ACLU Obtains Cell Phone Tracking Training Materials
guttentag writes "The New York Times has published a large collection of law enforcement training documents obtained by the ACLU. The documents describe in detail what kind of information can be obtained from cell phones and cell phone carriers, and how to obtain it. The 189-page PDF also contains dozens of invoices from the major carriers for their services to law enforcement that describe the fees for those services."
This won't make them happy, not at all!
Can any of the programs available to jailbroken phones prevent scans?
If you look at all of the redactions from the invoices from cell companies (at the end), you'll notice that a few times names and emails are NOT redacted. Someone screwed up.
That's a bit misleading; every time this has been brought to light it's been the case of the general public bribing a cell company employee. It's a problem, to be sure, but it's also not like I can punch my credit card info into verizonrecords.com or whatnot...
one of the three companies, Berico Technologies, had on it's menu of expertise the area of 'cellular exploitation'.
took a while to figure that out, but essentially you have 1. cellular communications, and 2. exploitation, the former being obvious, the latter being extracting 'actionable intelligence' from the logs, records, billings, etc of the former.
their management learned how to do this in the GWOT - some of them were part of special operations in Afghanistan.
every tool we use against the terrorists will be turned around and used on citizens eventually.
Is there a way to make an Android phone secure?
While flipping through the powerpoint slides, I noticed the spin they put on Kyllo, namely that they quoted the dissenting opinion.
The real question is, when I take a big shit, can they automatically smell it's aroma from their super secret homeland defender cyber bunkers to make sure that no slave contraband has mingled with my bile at any time in the past? ZERO TOLERANCE! These people are slacking! I'm writing my congressman at once!
I don't know what all these "privacy nuts" are upset about. If I'm not doing anything wrong, what have I got to hide? Speaking of nuts. Maybe the average government worker DOES need to inspect my nutsack hairs with their tongues on demand, just to make sure that no illicit activity has been committed. It would be an invaluable tool in our war against prostitution! I have nothing to hide, and my nutsack is as patriotic of an American as I am! If you don't like it yew can git out!
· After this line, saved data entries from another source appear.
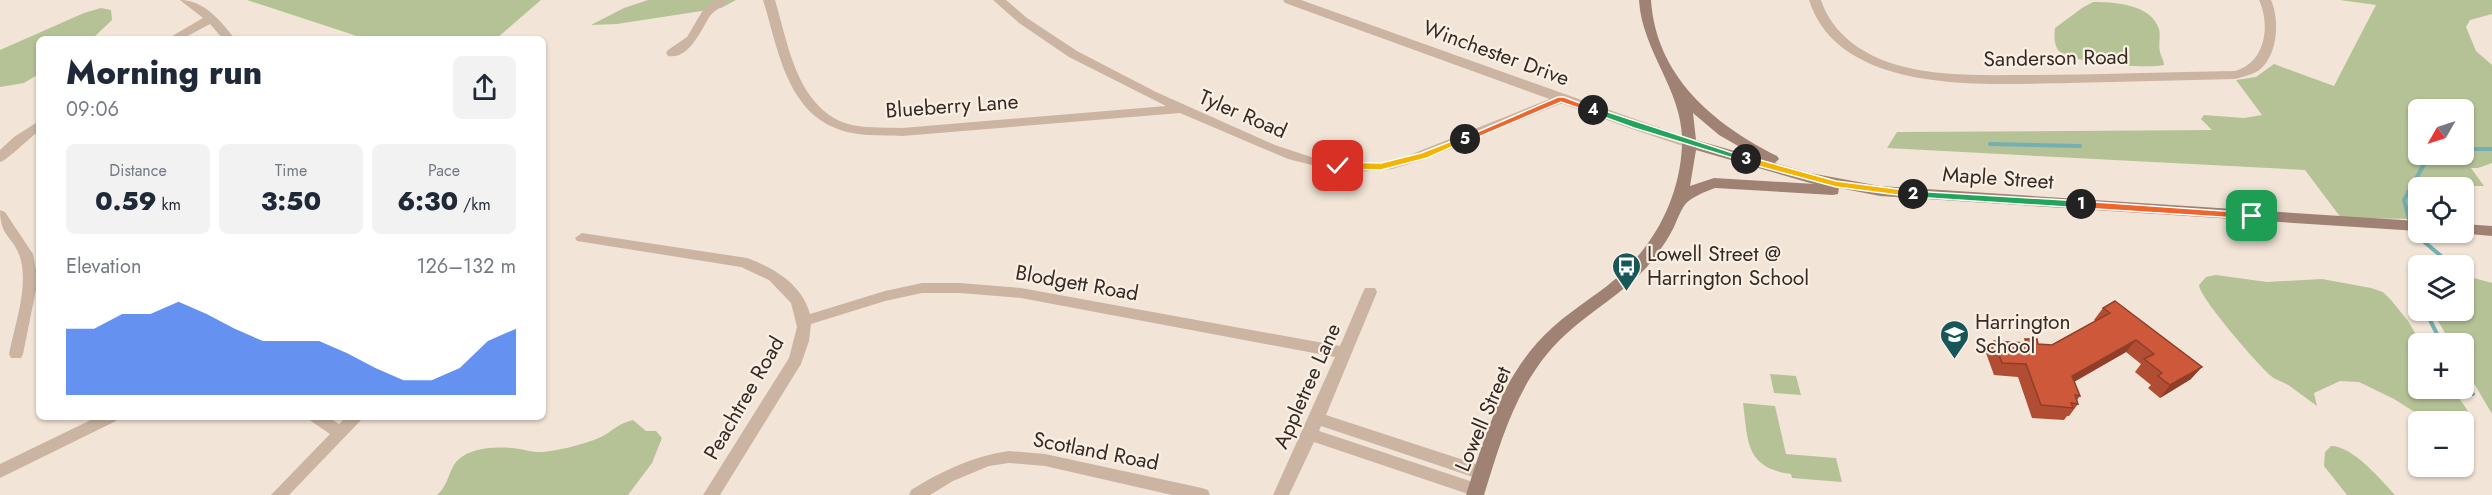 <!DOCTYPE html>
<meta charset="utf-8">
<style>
body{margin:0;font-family:Jost,sans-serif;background:#f2f2f3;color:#1f2937;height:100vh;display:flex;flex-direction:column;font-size:22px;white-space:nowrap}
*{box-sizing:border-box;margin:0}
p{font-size:20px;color:#747a83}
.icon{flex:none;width:33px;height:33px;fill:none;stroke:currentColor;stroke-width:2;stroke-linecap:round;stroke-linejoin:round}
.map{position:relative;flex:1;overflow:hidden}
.side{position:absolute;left:36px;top:36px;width:510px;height:384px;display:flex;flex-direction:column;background:#fff;border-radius:9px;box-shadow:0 2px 4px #0004}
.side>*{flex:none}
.needle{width:39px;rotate:231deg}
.controls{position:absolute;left:2408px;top:99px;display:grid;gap:12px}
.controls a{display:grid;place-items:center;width:66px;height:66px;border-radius:9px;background:#fff;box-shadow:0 2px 4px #0004;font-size:30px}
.pin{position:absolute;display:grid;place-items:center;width:51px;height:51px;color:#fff;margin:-26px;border-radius:12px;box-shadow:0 3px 9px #0006}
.km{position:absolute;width:30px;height:30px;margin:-15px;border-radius:50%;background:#222;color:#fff;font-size:16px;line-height:30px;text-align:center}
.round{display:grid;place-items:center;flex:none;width:63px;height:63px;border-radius:9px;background:#f2f2f3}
.head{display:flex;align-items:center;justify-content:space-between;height:102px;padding:0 30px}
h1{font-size:33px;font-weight:800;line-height:45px}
.stats{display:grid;grid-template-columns:repeat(3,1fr);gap:9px;height:102px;padding:6px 30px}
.stats div{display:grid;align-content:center;border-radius:9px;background:#f2f2f3;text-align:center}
.stats b{font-size:26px;font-weight:800}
.stats small{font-size:16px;font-weight:400}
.stats p{font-size:16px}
.chart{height:168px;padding:12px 30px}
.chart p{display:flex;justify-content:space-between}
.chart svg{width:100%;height:108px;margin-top:6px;fill:#2563eb;opacity:.7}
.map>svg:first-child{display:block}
.green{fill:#b5c296;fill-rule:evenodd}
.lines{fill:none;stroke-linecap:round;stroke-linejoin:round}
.stream{stroke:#74b0b1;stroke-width:4}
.minor{fill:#cbb4a2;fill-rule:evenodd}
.tertiary{fill:#cbb4a2;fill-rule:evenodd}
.secondary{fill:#9f8274;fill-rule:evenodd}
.wall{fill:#b14d32}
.shaded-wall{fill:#903e29}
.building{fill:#ce593a;stroke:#903e29;stroke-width:1.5}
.split-1{fill:#f0652b;stroke:#fff;stroke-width:1.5}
.split-2{fill:#22a559;stroke:#fff;stroke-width:1.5}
.split-3{fill:#f5b400;stroke:#fff;stroke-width:1.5}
.split-4{fill:#22a559;stroke:#fff;stroke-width:1.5}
.split-5{fill:#f0652b;stroke:#fff;stroke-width:1.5}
.split-6{fill:#f5b400;stroke:#fff;stroke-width:1.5}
.labels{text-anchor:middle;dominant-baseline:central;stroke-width:4.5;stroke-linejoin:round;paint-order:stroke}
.street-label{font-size:21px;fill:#352a25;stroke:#faefe3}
.poi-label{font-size:21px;fill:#352a25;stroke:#faefe3;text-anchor:start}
</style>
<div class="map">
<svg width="2492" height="495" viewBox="0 0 2492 495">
<rect width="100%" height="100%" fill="#f2e5d7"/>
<path class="green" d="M247 0H541L496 39H366Z
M648 0H736L721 8 617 24 591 25 624 8Z
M2340 0H2492V14L2470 20 2466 27 2476 51 2492 65V163L2478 168H2471L2484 186H2418V198L2413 205 2418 219 2341 218 2305 170 1887 148 1897 132 2212 130 2201 119 2204 115 2244 118 2262 115 2236 80 2256 77 2274 64 2334 86 2376 5ZM2418 110H2463V154H2418Z
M2093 2C2115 2 2151 4 2159 29 2161 36 2158 45 2160 52 2161 57 2164 60 2164 65 2147 69 2070 63 2059 51 2054 45 2054 35 2055 28L2082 8Z
M101 8 111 10 112 20 93 38 39 39V74L24 83 0 87V50L84 13Z
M2216 275 2267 282 2322 279 2371 288 2383 292 2391 300 2408 321 2421 343 2418 344V388L2451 389C2462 403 2480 419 2466 436H2463V422L2429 421 2394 399 2359 382 2340 381 2314 393 2317 406C2308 400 2300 393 2291 387 2285 382 2277 381 2271 376 2258 365 2199 297 2199 285L2206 277Z
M2463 275 2492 283V414L2475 385 2463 370V344L2451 343 2432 311 2463 310Z
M1770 374 1796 376 1801 395 1774 393Z
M1743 403 1775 406 1786 454 1836 458 1842 482 1792 478 1791 474C1745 468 1748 441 1743 403Z
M633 420 646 431H656L662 438 652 463 628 495H437C449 485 449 468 458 460 472 446 501 446 520 449 526 450 532 452 538 452 554 452 586 444 601 437 613 431 617 424 633 420Z
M2331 446C2353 446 2380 479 2395 495H2347L2324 466 2325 452Z"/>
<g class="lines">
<path class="stream" d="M1990 144 2080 146
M2463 149H2492
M2409 219 2404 200 2427 159 2434 154
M2416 235 2453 266
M2463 281 2471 294 2463 301
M2442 344 2429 318 2433 314 2446 315 2451 310
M2463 382 2473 394"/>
<path class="minor" d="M180 0C204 0 221 21 235 39H223L210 24 182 39H167L203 18Z
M715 0H728C723 6 715 10 710 16 701 30 689 60 668 56L666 53 668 50 687 37 703 10Z
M763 0H775C788 43 796 102 842 122 860 129 883 127 902 128L1166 106 1069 57 1019 23 993 0H1006L1027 18 1077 51 1156 92 1275 145 1314 158 1336 162H1382L1407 156 1557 96 1561 95 1567 99 1565 102 1426 159 1392 169 1359 172 1336 171 1288 159 1180 113 902 136C879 135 854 137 833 127 785 106 777 44 763 0Z
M1809 0H1821C1832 34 1863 55 1897 65 1940 77 1985 75 2029 75 2098 75 2166 72 2235 71 2265 63 2271 26 2259 0H2271C2280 20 2278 57 2258 71 2251 75 2242 77 2235 79 2180 80 2125 82 2070 83 1990 84 1840 97 1809 0Z
M39 121V131C29 138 8 160 0 162V150L14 137Z
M0 210 5 212 33 254 38 280 23 354 21 358H11L9 354C15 323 29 287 20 257 13 236 0 237 0 210Z
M582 233 747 258C774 268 802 284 810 314L885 291 922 283H960L1021 288 1340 346 1363 292 1365 288H1375L1377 292 1326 415 1488 468 1490 473 1488 478 1482 480 1321 426 1319 431 1482 485 1484 490 1482 495H1471L1314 442 1289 495H1273L1335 357 1021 298 960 293H922L885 301 811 324 809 341 801 364 720 495H703L789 358 797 327 791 303 769 280 741 267 577 241 575 238Z
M97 417H119L116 421 0 478V464Z
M308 417H328L339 424 346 417H364L289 495H271L330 434 311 421Z
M1009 451 1045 454 1202 488 1208 490 1210 495H1172L1045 466 1009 463 989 466 953 481 930 495H909L911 490C942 471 973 456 1009 451Z"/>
<path class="tertiary" d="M1283 0H1301L1694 140 1696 143 1689 148 1632 129 1285 3Z"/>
<path class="secondary" d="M1639 0H1651C1656 76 1713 124 1777 156L1779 159 1775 163 1810 173 1880 186 2418 221V231L1880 196 1839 188 1838 194 1833 195 1715 188C1705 192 1690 197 1684 206 1680 212 1677 220 1674 227 1667 241 1657 255 1646 268 1622 294 1591 311 1565 335 1519 377 1502 437 1484 495H1466C1483 442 1499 386 1537 343 1557 320 1583 304 1607 286 1651 251 1679 203 1682 146 1685 92 1642 53 1639 0ZM1693 113 1719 135 1759 158 1696 140ZM1696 150 1810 183 1815 184 1714 178 1690 186Z
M2463 224 2492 226V236L2458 233 2463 232Z"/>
</g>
<path class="wall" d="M2103 308 2191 379 2160 398 2148 388 2151 385 2135 372 2141 364 2126 352 2074 382 2080 396 2077 400 2078 404 2069 416H2067L2064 420 2032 418 2018 377 1994 375 1986 353 1994 341 2023 343 2025 339 2038 344 2052 345 2095 321 2094 320Z"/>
<path class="shaded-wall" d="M2136 340 2126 352 2063 388 2072 376Z
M2202 367 2191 379 2160 398 2170 385Z"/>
<path class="building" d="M2115 301 2202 367 2170 385 2158 376 2162 373 2144 359 2154 354 2136 340 2072 376 2080 396 2075 395 2078 404 2071 403 2073 408 2041 405 2026 364 2002 363 1994 341 2027 343 2025 339H2037L2038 344 2052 345 2110 313 2103 308Z"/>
<path class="split-1" d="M2081 201 2252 213 2257 216 2252 219 2081 208 2076 204Z"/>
<path class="split-2" d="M1913 191 2081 201 2086 204 2081 208 1913 197 1908 194Z"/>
<path class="split-3" d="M1746 156 1836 181 1913 191 1917 194 1913 197 1836 187 1743 162 1742 159Z"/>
<path class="split-4" d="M1590 108H1596L1751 159 1746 162 1634 128 1590 112Z"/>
<path class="split-5" d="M1558 97H1564L1598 110 1593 113 1561 102 1469 141 1461 139Z"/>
<path class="split-6" d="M1462 137 1470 139 1427 158 1381 170 1338 169 1333 166 1338 162 1381 163 1421 153Z"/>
<defs>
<symbol id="bus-pin" viewBox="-11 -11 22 30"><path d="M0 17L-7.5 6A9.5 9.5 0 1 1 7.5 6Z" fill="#185759" stroke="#faefe3"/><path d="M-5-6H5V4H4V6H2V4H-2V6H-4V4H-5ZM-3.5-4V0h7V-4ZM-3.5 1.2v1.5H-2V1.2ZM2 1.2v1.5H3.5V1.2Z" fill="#fff"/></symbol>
<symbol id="school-pin" viewBox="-11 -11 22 30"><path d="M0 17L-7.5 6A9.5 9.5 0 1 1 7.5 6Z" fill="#185759" stroke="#faefe3"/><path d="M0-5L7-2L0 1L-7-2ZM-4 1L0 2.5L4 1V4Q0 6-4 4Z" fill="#fff"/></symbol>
</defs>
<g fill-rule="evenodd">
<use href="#bus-pin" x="1610" y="250" width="33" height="45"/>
<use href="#school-pin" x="1938" y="318" width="33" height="45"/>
</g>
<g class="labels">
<g class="street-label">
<text transform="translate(1496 53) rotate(20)">Winchester Drive</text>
<text transform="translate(2056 58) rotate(-1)">Sanderson Road</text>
<text transform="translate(952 106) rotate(-4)">Blueberry Lane</text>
<text transform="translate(1243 114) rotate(23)">Tyler Road</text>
<text transform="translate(1998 178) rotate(4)">Maple Street</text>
<text transform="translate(1077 283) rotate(10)">Blodgett Road</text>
<text transform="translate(1307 386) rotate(-66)">Appletree Lane</text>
<text transform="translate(744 398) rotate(-60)">Peachtree Road</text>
<text transform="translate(1483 419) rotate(-67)">Lowell Street</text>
<text transform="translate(1096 451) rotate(11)">Scotland Road</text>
</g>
<g class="poi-label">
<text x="1647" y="254">Lowell Street @<tspan x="1647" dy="24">Harrington School</tspan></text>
<text x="1975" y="322">Harrington<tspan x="1975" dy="24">School</tspan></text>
</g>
</g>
</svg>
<div class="controls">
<a><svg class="needle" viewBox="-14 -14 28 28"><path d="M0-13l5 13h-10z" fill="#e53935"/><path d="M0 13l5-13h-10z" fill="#747a83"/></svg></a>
<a><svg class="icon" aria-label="locate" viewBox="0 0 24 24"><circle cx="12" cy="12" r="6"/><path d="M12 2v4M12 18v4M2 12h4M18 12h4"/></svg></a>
<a><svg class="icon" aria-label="layers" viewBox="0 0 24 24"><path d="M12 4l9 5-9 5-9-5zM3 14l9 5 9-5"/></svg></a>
<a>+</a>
<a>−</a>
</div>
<div class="pin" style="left:2252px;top:216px;background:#1e9e55"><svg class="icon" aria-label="arrive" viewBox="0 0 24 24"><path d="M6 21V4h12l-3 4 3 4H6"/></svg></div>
<div class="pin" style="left:1338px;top:166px;background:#d93025"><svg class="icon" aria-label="check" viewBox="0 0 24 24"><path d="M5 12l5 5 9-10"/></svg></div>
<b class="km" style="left:2081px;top:204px">1</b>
<b class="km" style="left:1913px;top:194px">2</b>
<b class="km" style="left:1746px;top:159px">3</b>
<b class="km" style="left:1593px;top:110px">4</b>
<b class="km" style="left:1465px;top:139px">5</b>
<section class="side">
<div class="head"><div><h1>Morning run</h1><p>09:06</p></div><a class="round"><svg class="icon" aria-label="share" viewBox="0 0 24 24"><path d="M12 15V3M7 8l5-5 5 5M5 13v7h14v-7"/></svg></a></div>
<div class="stats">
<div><p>Distance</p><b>0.59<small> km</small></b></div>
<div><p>Time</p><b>3:50</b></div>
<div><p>Pace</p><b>6:30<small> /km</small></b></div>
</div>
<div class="chart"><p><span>Elevation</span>126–132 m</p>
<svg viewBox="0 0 160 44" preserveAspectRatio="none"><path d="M0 44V17L10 17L20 11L30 11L40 6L50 11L60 17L70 22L80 22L90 22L100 27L110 33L120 38L130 38L140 33L150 22L160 17V44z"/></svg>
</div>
</section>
</div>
You aren't in favor of terrorists/drunk drivers/pedophiles/muggers/thugs/coke fiends/pimps/scary men in the shadows with trenchcoats, are you? /sarcasm
Any device that can do DMA can be used to gain access to anything on the system. This includes eSATA, Firewire, PCMCIA, and probably other ports. USB does not support DMA, though that may have changed in 3.0.
It would be possible for the OS to disable most of these when the system is locked, which should be a feature of any secure OS, though it would annoy users, so don't expect it to be the default setting.